- TASK INSTRUCTIONS:
Your task is to retype, word for word, the lines from the start of the data through the line holding "display:grid; place-items:center; width:110px;". Do not include the pictures.

—————

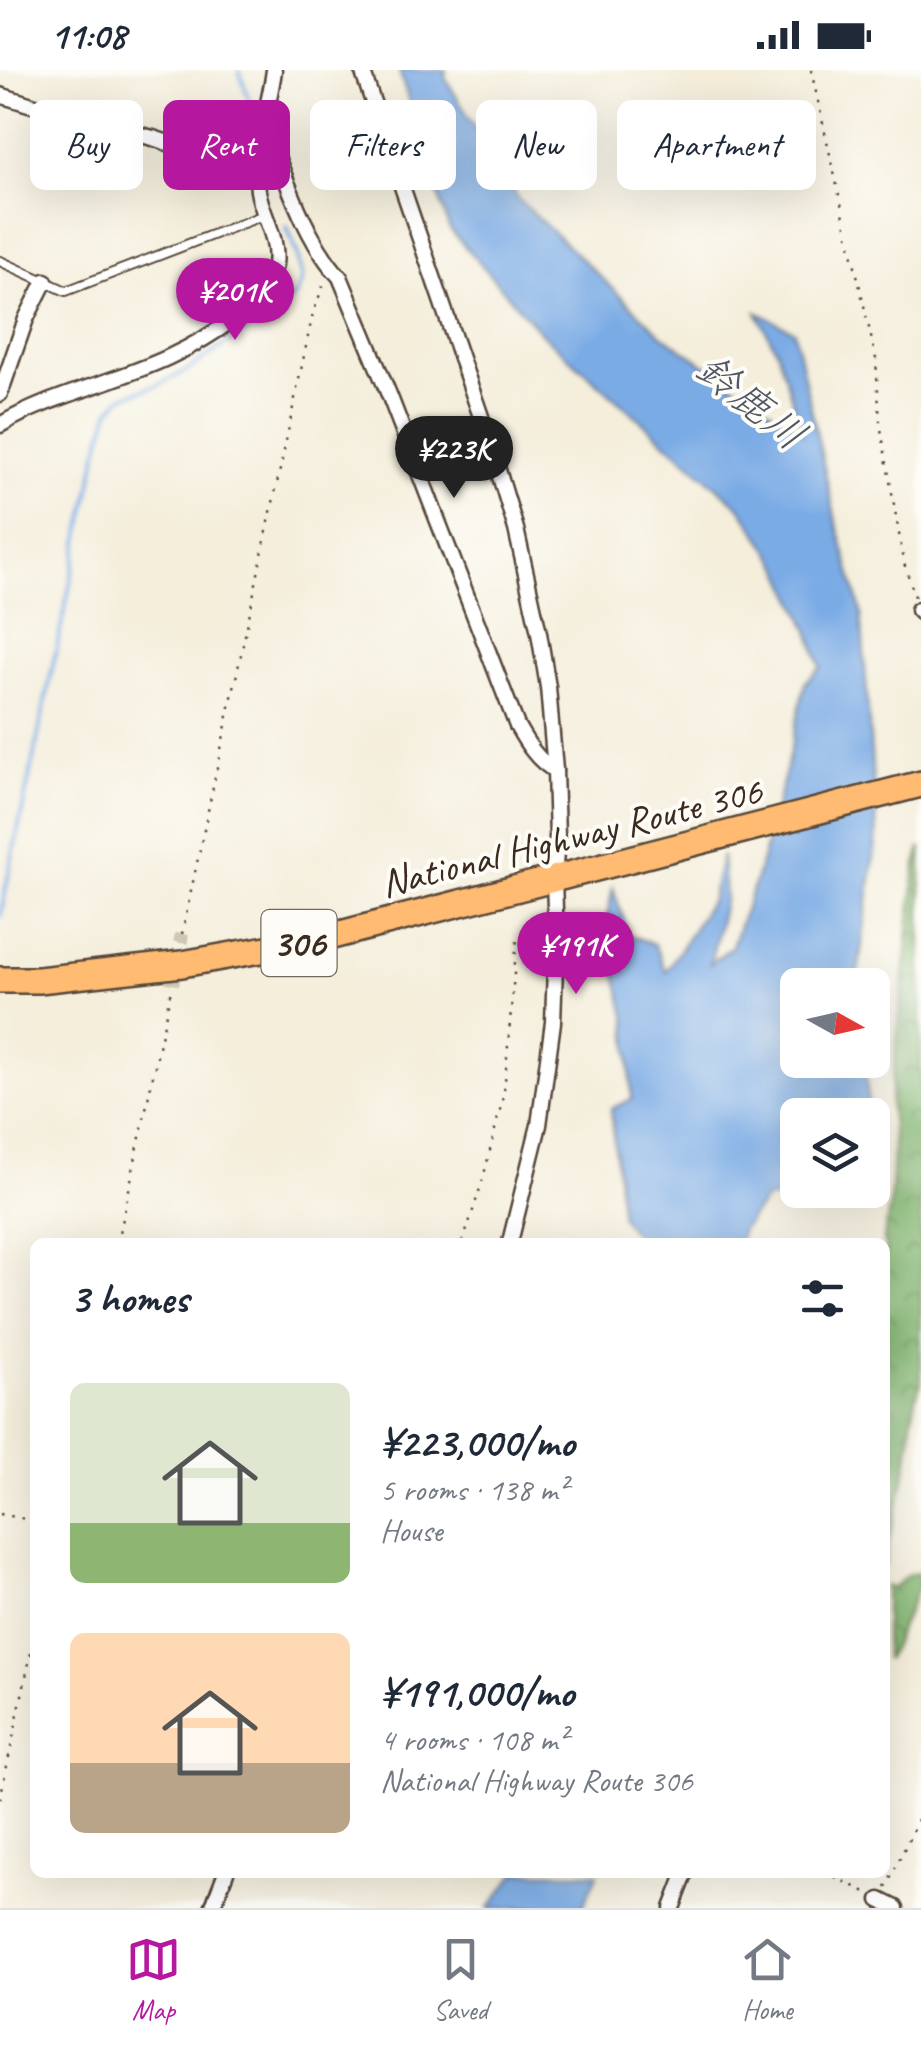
<!DOCTYPE html>
<html lang="en">
<head>
<meta charset="utf-8">
<style>
	body { margin:0; font-family:Caveat,"Klee One",sans-serif; background:#f2f2f3; color:#1f2937; height:100vh; display:flex; flex-direction:column; font-size:38px; white-space:nowrap }
	* { box-sizing:border-box; margin:0 }
	p { font-size:32px; color:#747a83 }
	.icon { flex:none; width:55px; height:55px; fill:none; stroke:currentColor; stroke-width:2; stroke-linecap:round; stroke-linejoin:round }
	.map { position:relative; flex:1; overflow:hidden }
	.drawer { position:absolute; left:30px; top:1168px; width:860px; height:640px; display:flex; flex-direction:column; background:#fff; border-radius:15px; box-shadow:0 10px 40px #0002 }
	.drawer>* { flex:none }
	.hud { position:absolute; left:30px; top:30px; width:862px; height:90px; display:flex; gap:20px }
	.needle { width:65px; rotate:98deg }
	.tools { position:absolute; left:780px; top:898px; display:grid; gap:20px }
	.tools a { display:grid; place-items:center; width:110px; height:110px; border-radius:15px; background:#fff; box-shadow:0 10px 40px #0002; font-size:50px }
	.price { position:absolute; translate:-50% -85px; padding:0 22px; border-radius:35px; background:#b5179e; color:#fff; font-size:32px; line-height:65px; filter:drop-shadow(0 2px 5px #0008) }
	.price::after { content:''; position:absolute; left:50%; top:60px; width:30px; height:22px; margin-left:-15px; background:inherit; clip-path:polygon(0 0,100% 0,50% 100%) }
	.price.on { background:#222; color:#fff }
	ul { padding:0; list-style:none }
	li { display:flex; align-items:center; gap:30px; height:250px; padding:0 40px }
	li span { display:grid; place-items:center; flex:none; width:280px; height:200px; border-radius:15px; color:#555 }
	li>.icon { margin-inline-start:auto }
	span .icon { width:120px; height:120px; fill:#fffc; stroke-width:1 }
	li b { font-size:42px }
	h2 { display:flex; justify-content:space-between; align-items:center; height:120px; padding:0 40px; font-size:42px }
	.tag { padding:0 35px; border-radius:15px; background:#fff; box-shadow:0 10px 40px #0002; font-size:35px; line-height:90px }
	.tag.on { background:#b5179e; color:#fff }
	.status { display:flex; justify-content:space-between; align-items:center; height:70px; padding:0 50px; background:#fff; direction:ltr }
	.status svg { height:28px; fill:currentColor }
	.tabs { display:flex; justify-content:space-around; align-items:center; height:140px; border-top:2px solid #e0e1e3; background:#fff; font-size:28px; color:#747a83 }
	.tabs a { display:grid; justify-items:center; gap:5px }
	.tabs .on { color:#b5179e }
	.map>svg:first-child { display:block }
	.forest { fill:url(#forest-crowns); stroke:#5e7047; stroke-width:2.5 }
	.water { fill:#7aabe5; stroke:#5a6a82; stroke-width:2.5 }
	.lines { fill:none; stroke-linecap:round; stroke-linejoin:round }
	.stream { stroke:#7aabe5; stroke-width:4 }
	.minor-tunnel { stroke:#cfc7b5; stroke-width:14; stroke-dasharray:14 7; stroke-linecap:butt }
	.service-casing { stroke:#57473a; stroke-width:12 }
	.minor-casing { stroke:#57473a; stroke-width:19 }
	.trunk-casing { stroke:#57473a; stroke-width:30 }
	.path { stroke:#57473a; stroke-width:2.5; stroke-dasharray:2.5 8; stroke-linecap:butt }
	.service { stroke:#fff; stroke-width:8 }
	.minor { stroke:#fff; stroke-width:14 }
	.trunk { stroke:#ffbb71; stroke-width:25 }
	.labels { text-anchor:middle; stroke-width:8; stroke-linejoin:round; paint-order:stroke }
	.shield { fill:#fdfcf7; stroke:#75695f; stroke-width:2.5 }
	.shield-label { font-size:38px; font-weight:bold; fill:#3b2a1e }
	.street-label { font-size:40px; fill:#3b2a1e; stroke:#fdfcf7 }
	.water-label { font-size:42px; font-style:italic; fill:#515764; stroke:#fdfcf7 }
</style>
</head>
<body>
<div class="status"><b>11:08</b><svg viewBox="0 0 49 12"><path d="M0 12V9h3v3zM5 12V6h3v6zM10 12V3h3v9zM15 12V0h3v12zM26 1h20v11H26zM47 4h2v5h-2z"/></svg></div>
<div class="map">
<svg width="921" height="1838" viewBox="0 0 921 1838">
	<defs>
		<pattern id="forest-crowns" width="20" height="18" patternUnits="userSpaceOnUse" patternTransform="scale(2.5)"><rect width="20" height="18" fill="#81b570"/><path d="M2 6a3 3 0 1 1 6 0M12 15a3 3 0 1 1 6 0" fill="none" stroke="#6b935b"/></pattern>
	</defs>
	<rect width="100%" height="100%" fill="#fdfcf7"/>
	<filter id="ink" filterUnits="userSpaceOnUse"><feTurbulence type="fractalNoise" baseFrequency=".01" numOctaves="2"/><feDisplacementMap in="SourceGraphic" scale="20" xChannelSelector="R" yChannelSelector="G"/><feConvolveMatrix kernelMatrix="1 2 1 2 8 2 1 2 1" color-interpolation-filters="sRGB"/></filter>
	<filter id="wash" filterUnits="userSpaceOnUse"><feTurbulence type="fractalNoise" baseFrequency=".0048" numOctaves="4" result="noise"/><feDisplacementMap in="SourceGraphic" scale="40" xChannelSelector="R" yChannelSelector="G"/><feGaussianBlur stdDeviation="2.25" result="paint"/><feColorMatrix in="noise" values="0 0 0 0 0 0 0 0 0 0 0 0 0 0 0 0 0 1.4 0 .05"/><feComposite in="paint" operator="in"/></filter>
	<g filter="url(#wash)">
		<rect width="100%" height="100%" fill="#f4eedb"/>
		<g class="forest">
			<path d="M921,777V1313C911,1337 912,1364 908,1390C902,1426 889,1460 885,1497V1172H883L890,1134L893,1081L890,1032L916,795Z"/>
			<path d="M918,1503L919,1515L887,1589H885V1516L892,1519L908,1505Z"/>
		</g>
		<g class="water">
			<path d="M399,0H446L445,8L519,130L662,265L802,362L778,284L757,242L794,261L836,451L861,541L877,765L858,904L859,915H798V990H865L869,1045H798V1120H853L851,1126L766,1129L741,1161L740,1172H679L678,1170L676,1172H641L621,1147L611,1039L632,1029L627,950L605,857L613,818L629,865L654,874L666,902L711,830L722,785L725,828L710,894L732,876L760,797L785,704L805,613L821,597L809,561L780,496L740,437L542,264L449,158Z"/>
			<path d="M516,1803V1802L598,1803L582,1838H489Z"/>
		</g>
		<g class="lines">
			<g class="stream">
				<path d="M239,0L255,48"/>
				<path d="M0,846L98,382L110,340L122,327L158,315L188,300L296,225L302,209L297,184L287,157"/>
			</g>
		</g>
	</g>
	<g filter="url(#ink)">
		<g class="lines">
			<path class="minor-tunnel" d="M172,914L182,864"/>
			<g class="service-casing">
				<path id="service" d="M0,191L66,221L264,145"/>
			</g>
			<g class="minor-casing">
				<g id="minor">
					<path d="M362,0L488,367L516,459L539,563L548,617L555,700L557,768L554,809L556,870L553,952L539,1055L510,1172"/>
					<path d="M0,25L77,49L153,68L195,82L217,85L259,82"/>
					<path d="M264,53C284,102 304,169 340,207L390,327L517,656C526,672 538,692 555,700"/>
					<path d="M0,324L26,249L45,211"/>
					<path d="M0,355C53,324 114,313 169,287C203,271 269,234 275,194C279,169 262,145 258,121C253,80 269,40 274,0"/>
					<path d="M918,540L921,543"/>
					<path d="M880,1830L896,1838"/>
					<path d="M212,1838L226,1802"/>
					<path d="M672,1838L686,1802"/>
				</g>
			</g>
			<g class="trunk-casing">
				<path id="trunk" d="M0,910H39L182,894L317,870L921,714"/>
			</g>
			<g class="path">
				<path d="M811,0L876,289L880,353L904,493L915,527"/>
				<path d="M182,864L313,243L325,211"/>
				<path d="M118,1172L172,915"/>
				<path d="M463,1172L483,1109L504,1023L517,868"/>
				<path d="M0,1444L35,1451"/>
				<path d="M0,1729L35,1564"/>
				<path d="M825,1802L866,1822"/>
				<path d="M886,1818L921,1743"/>
			</g>
			<use href="#service" class="service"/>
			<use href="#minor" class="minor"/>
			<use href="#trunk" class="trunk"/>
		</g>
	</g>
	<g class="labels">
		<rect class="shield" x="261.5" y="840" width="75" height="66" rx="8"/>
		<g class="shield-label">
			<text x="299" y="886">306</text>
		</g>
		<g class="street-label">
			<text transform="translate(571 766) rotate(-14)" y="14">National Highway Route 306</text>
		</g>
		<g class="water-label">
			<text transform="translate(752 331) rotate(39)" y="15">鈴鹿川</text>
		</g>
	</g>
</svg>
<div class="tools">
<a><svg class="needle" viewBox="-14 -14 28 28"><path d="M0-13l5 13h-10z" fill="#e53935"/><path d="M0 13l5-13h-10z" fill="#747a83"/></svg></a>
<a><svg class="icon" aria-label="layers" viewBox="0 0 24 24"><path d="M12 4l9 5-9 5-9-5zM3 14l9 5 9-5"/></svg></a>
</div>
<b class="price" style="left:235px;top:273px">¥201K</b>
<b class="price on" style="left:454px;top:431px">¥223K</b>
<b class="price" style="left:576px;top:927px">¥191K</b>
<div class="hud">
<a class="tag">Buy</a>
<a class="tag on">Rent</a>
<a class="tag">Filters</a>
<a class="tag">New</a>
<a class="tag">Apartment</a>
</div>
<section class="drawer">
<h2>3 homes<svg class="icon" aria-label="filters" viewBox="0 0 24 24"><path d="M4 7h16M4 17h16"/><circle cx="9" cy="7" r="2"/><circle cx="15" cy="17" r="2"/></svg></h2>
<ul>
<li><span style="background:linear-gradient(#dfe7d0 70%,#8fb573 0)"><svg class="icon" aria-label="home" viewBox="0 0 24 24"><path d="M3 11l9-7 9 7M6 9v11h12V9"/></svg></span><div><b>¥223,000/mo</b><p>5 rooms · 138 m²</p><p>House</p></div></li>
<li><span style="background:linear-gradient(#ffd9b3 65%,#b9a48a 0)"><svg class="icon" aria-label="home" viewBox="0 0 24 24"><path d="M3 11l9-7 9 7M6 9v11h12V9"/></svg></span><div><b>¥191,000/mo</b><p>4 rooms · 108 m²</p><p>National Highway Route 306</p></div></li>
</ul>
</section>
</div>
<nav class="tabs">
<a class="on"><svg class="icon" aria-label="map" viewBox="0 0 24 24"><path d="M3 6l6-2 6 2 6-2v14l-6 2-6-2-6 2zM9 4v14M15 6v14"/></svg>Map</a>
<a><svg class="icon" aria-label="saved" viewBox="0 0 24 24"><path d="M7 4h10v16l-5-4-5 4z"/></svg>Saved</a>
<a><svg class="icon" aria-label="home" viewBox="0 0 24 24"><path d="M3 11l9-7 9 7M6 9v11h12V9"/></svg>Home</a>
</nav>
</body>
</html>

—————

- SOLUTION TO THIS TASK:
<!DOCTYPE html>
<html lang="en">
<head>
<meta charset="utf-8">
<style>
	body { margin:0; font-family:Caveat,"Klee One",sans-serif; background:#f2f2f3; color:#1f2937; height:100vh; display:flex; flex-direction:column; font-size:38px; white-space:nowrap }
	* { box-sizing:border-box; margin:0 }
	p { font-size:32px; color:#747a83 }
	.icon { flex:none; width:55px; height:55px; fill:none; stroke:currentColor; stroke-width:2; stroke-linecap:round; stroke-linejoin:round }
	.map { position:relative; flex:1; overflow:hidden }
	.drawer { position:absolute; left:30px; top:1168px; width:860px; height:640px; display:flex; flex-direction:column; background:#fff; border-radius:15px; box-shadow:0 10px 40px #0002 }
	.drawer>* { flex:none }
	.hud { position:absolute; left:30px; top:30px; width:862px; height:90px; display:flex; gap:20px }
	.needle { width:65px; rotate:98deg }
	.tools { position:absolute; left:780px; top:898px; display:grid; gap:20px }
	.tools a { display:grid; place-items:center; width:110px; height:110px; border-radius:15px; background:#fff; box-shadow:0 10px 40px #0002; font-size:50px }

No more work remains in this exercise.